Copy the entries below word for word, but omit any pictures they contain.

Dataset items
* * *

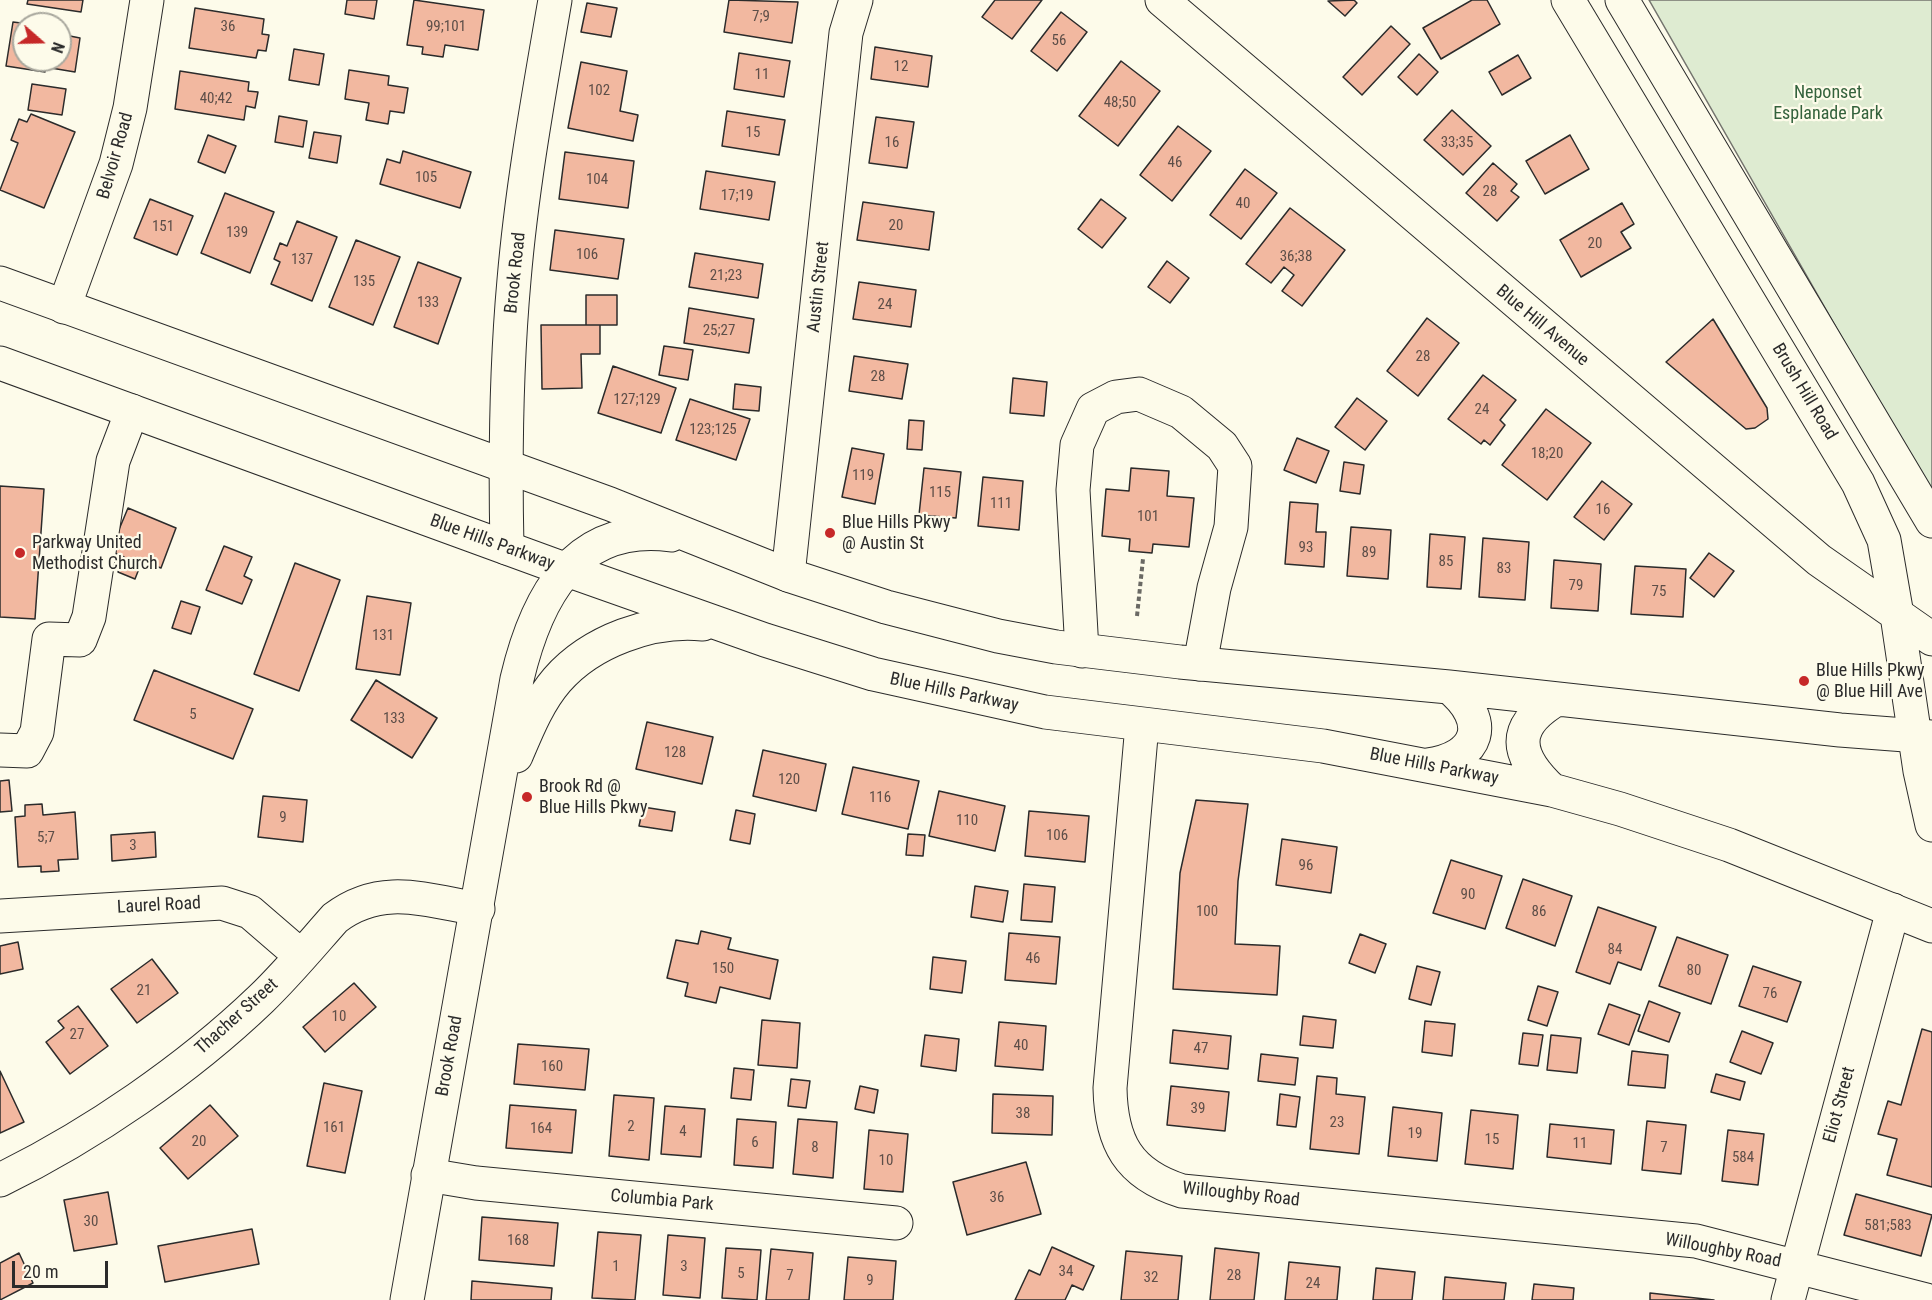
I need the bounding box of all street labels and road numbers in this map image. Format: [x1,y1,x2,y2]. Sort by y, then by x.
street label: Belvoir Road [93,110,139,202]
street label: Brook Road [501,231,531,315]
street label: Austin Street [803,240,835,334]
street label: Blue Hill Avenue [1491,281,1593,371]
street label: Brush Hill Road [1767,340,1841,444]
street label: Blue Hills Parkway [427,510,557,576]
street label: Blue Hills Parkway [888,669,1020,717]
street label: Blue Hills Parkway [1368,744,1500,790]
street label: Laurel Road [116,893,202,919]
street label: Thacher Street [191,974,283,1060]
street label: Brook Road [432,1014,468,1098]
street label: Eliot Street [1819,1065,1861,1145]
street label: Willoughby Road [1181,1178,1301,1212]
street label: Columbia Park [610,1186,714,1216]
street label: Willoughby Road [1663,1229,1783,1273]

* * *

■ Answer ■
I need the bounding box of all street labels and road numbers in this map image. Format: [x1,y1,x2,y2]. Sort by y, then by x.
street label: Belvoir Road [93,110,139,202]
street label: Brook Road [501,231,531,315]
street label: Austin Street [803,240,835,334]
street label: Blue Hill Avenue [1491,281,1593,371]
street label: Brush Hill Road [1767,340,1841,444]
street label: Blue Hills Parkway [427,510,557,576]
street label: Blue Hills Parkway [888,669,1020,717]
street label: Blue Hills Parkway [1368,744,1500,790]
street label: Laurel Road [116,893,202,919]
street label: Thacher Street [191,974,283,1060]
street label: Brook Road [432,1014,468,1098]
street label: Eliot Street [1819,1065,1861,1145]
street label: Willoughby Road [1181,1178,1301,1212]
street label: Columbia Park [610,1186,714,1216]
street label: Willoughby Road [1663,1229,1783,1273]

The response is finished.